(Saved entries)
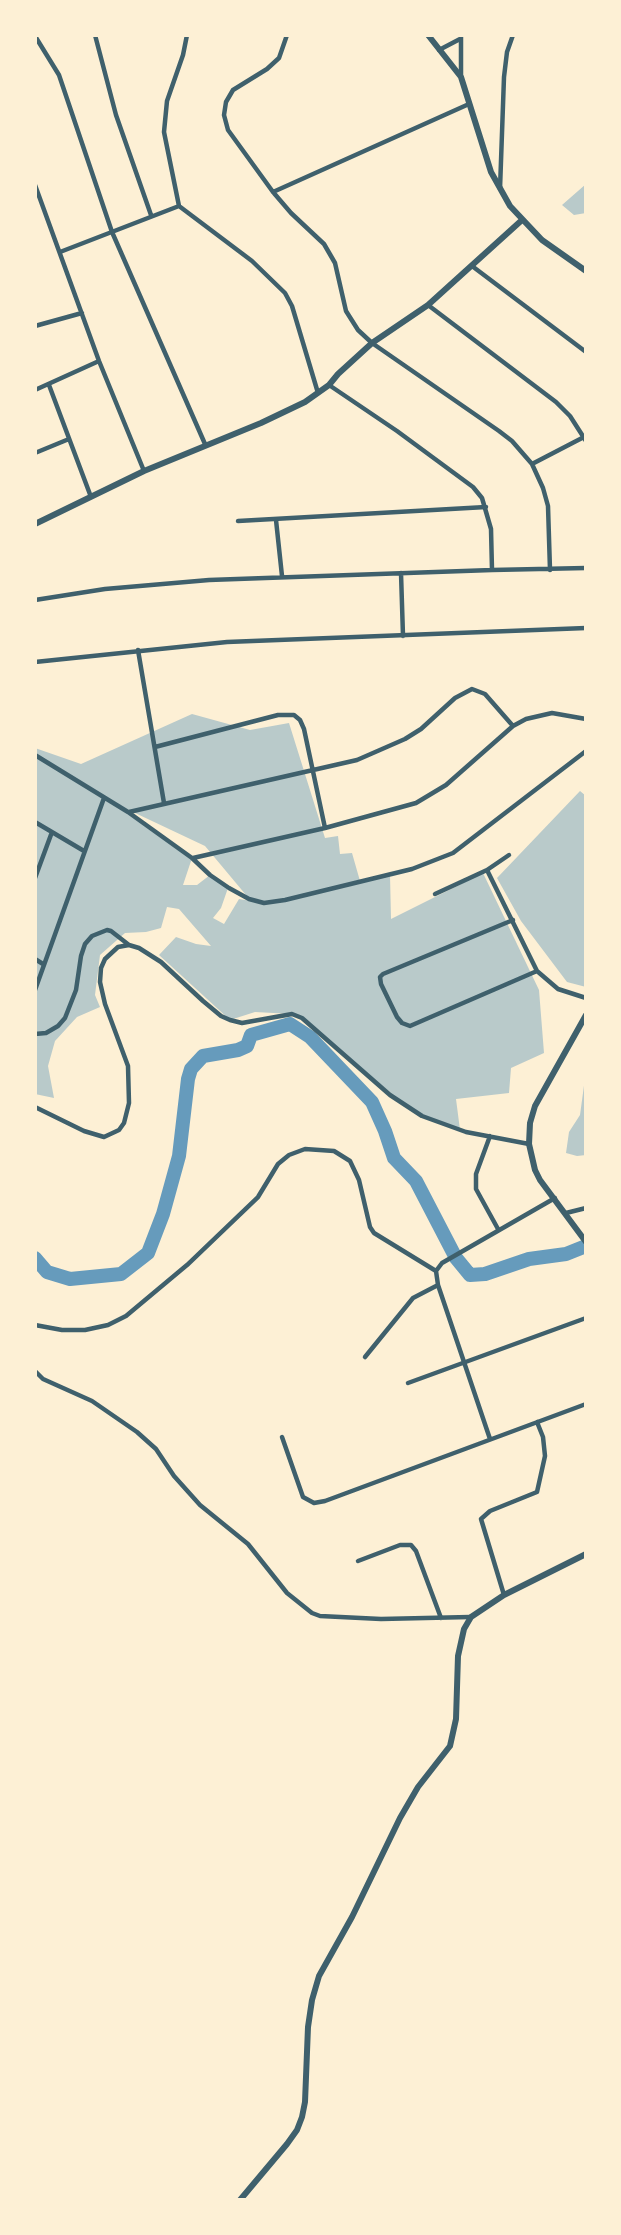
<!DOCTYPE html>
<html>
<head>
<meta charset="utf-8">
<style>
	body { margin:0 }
	#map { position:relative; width:621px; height:2235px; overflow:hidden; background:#fdf0d5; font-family:"Space Grotesk",sans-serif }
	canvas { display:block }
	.frame { position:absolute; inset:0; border:37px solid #fdf0d5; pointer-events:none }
</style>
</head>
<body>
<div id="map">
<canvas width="621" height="2235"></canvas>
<div class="frame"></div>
</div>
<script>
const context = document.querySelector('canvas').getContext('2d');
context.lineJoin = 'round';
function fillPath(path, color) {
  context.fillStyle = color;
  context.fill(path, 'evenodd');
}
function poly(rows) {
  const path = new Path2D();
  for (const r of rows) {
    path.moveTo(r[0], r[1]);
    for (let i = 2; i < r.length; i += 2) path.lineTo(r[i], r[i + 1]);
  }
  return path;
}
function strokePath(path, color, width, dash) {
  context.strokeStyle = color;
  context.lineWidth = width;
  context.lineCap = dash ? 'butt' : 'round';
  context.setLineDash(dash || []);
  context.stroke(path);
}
fillPath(poly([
	[586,184,586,213,574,215,562,205],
	[192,714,250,730,289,723,325,838,338,836,340,854,352,853,360,881,390,875,391,919,483,873,539,990,544,1053,511,1068,509,1093,456,1099,460,1130,411,1110,312,1026,292,1014,255,1012,230,1020,159,955,176,937,196,944,211,946,179,909,167,907,161,928,146,932,125,933,100,955,95,995,100,1007,77,1017,55,1041,48,1066,54,1098,35,1094,35,748,81,764],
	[116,804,205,846,251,901,239,899,224,924,213,918,221,908,228,888,210,875,197,885,183,885,192,858],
	[580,791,586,796,586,987,567,982,521,921,497,878],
	[586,1071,586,1155,577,1156,566,1153,569,1132,580,1115]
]), '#b9caca');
strokePath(poly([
	[35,1258,47,1272,70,1279,121,1274,148,1253,163,1214,179,1156,188,1079,191,1069,203,1056,238,1050,247,1046,251,1035,290,1024,310,1037,372,1102,385,1131,394,1158,416,1181,456,1258,470,1275,485,1274,529,1259,566,1254,586,1246]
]), '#669bbc', 14);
strokePath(poly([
	[95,35,116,115,151,215],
	[287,35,279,58,267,69,233,90,226,102,224,115,228,130,273,192,291,213,324,244,335,263,346,311,358,330,372,343,499,431,512,441,532,464,543,488,548,506,550,570],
	[461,35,461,76],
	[35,36,59,75,112,232,205,444],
	[439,50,460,39],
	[35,185,99,361,144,471],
	[500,189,504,77,507,52,513,35],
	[273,192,469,104],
	[179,206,252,261,285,293,292,306,318,393],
	[179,206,164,132,167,101,183,55,187,35],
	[60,252,179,206],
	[472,266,586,352],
	[428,305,556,402,570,416,586,441],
	[35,326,82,313],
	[49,385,91,497],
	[329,385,397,431,473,487,482,498,491,529,492,570],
	[35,390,99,361],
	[35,453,69,439],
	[532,464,584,437],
	[276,520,282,576],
	[238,521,486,507],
	[401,573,403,636],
	[35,600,105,589,209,580,492,570,586,568],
	[138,650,164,803],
	[35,662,227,642,586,628],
	[155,747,278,715,294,715,300,720,304,729,325,828],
	[35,755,128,812,192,858,210,875,229,888,249,899,264,903,285,900,412,869,453,853,586,751],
	[129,812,357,760,405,739,421,729,455,698,472,689,485,694,513,726],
	[35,822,84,851],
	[193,858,325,828,416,803,446,785,513,726,526,719,552,713,586,719],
	[487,870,537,971,558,989,586,998],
	[35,878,52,832],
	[435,894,487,870,509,855],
	[513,920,383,974,380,977,381,984,397,1017,402,1023,410,1026,537,971],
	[35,959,43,964],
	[35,990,104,798],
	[35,1034,46,1033,58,1026,65,1018,76,990,81,956,85,944,92,936,107,930,111,931,129,945],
	[35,1107,84,1131,104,1137,119,1130,124,1123,129,1103,128,1066,105,1004,100,982,101,968,105,959,118,947,129,945,139,948,161,962,203,1001,221,1016,230,1020,242,1023,292,1014,302,1018,390,1095,422,1116,466,1132,529,1144],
	[490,1136,476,1174,476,1189,498,1229],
	[566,1213,586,1208],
	[35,1325,62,1330,85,1330,108,1325,126,1316,187,1265,258,1197,278,1164,289,1155,305,1149,334,1151,350,1161,359,1180,370,1227,374,1233,436,1271],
	[365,1357,413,1298,438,1285],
	[35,1371,43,1379,92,1401,137,1432,156,1449,174,1476,200,1505,248,1544,287,1593,312,1613,320,1616,381,1619,470,1617],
	[408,1383,586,1318],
	[282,1437,303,1497,314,1503,325,1501,586,1404],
	[490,1439,438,1285,436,1271,442,1263,555,1198],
	[358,1561,400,1545,411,1545,416,1551,441,1618],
	[504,1595,481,1519,490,1511,537,1492,545,1456,543,1437,537,1422]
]), '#3f606c', 4.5);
strokePath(poly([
	[428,35,461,77,491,172,510,206,542,240,586,271],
	[35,524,144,471,261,423,305,402,329,385,338,374,372,343,428,305,522,220],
	[586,1015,535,1106,530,1123,529,1144,535,1170,540,1180,586,1242],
	[240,2200,287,2144,297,2130,302,2117,305,2102,308,2027,312,2000,319,1976,352,1917,400,1818,418,1787,450,1746,456,1719,458,1656,464,1629,471,1617,504,1595,586,1554]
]), '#3f606c', 6);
</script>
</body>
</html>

Problem description: Collect the lines of the records that include the string "canvas".

Output below:
	canvas { display:block }
<canvas width="621" height="2235"></canvas>
const context = document.querySelector('canvas').getContext('2d');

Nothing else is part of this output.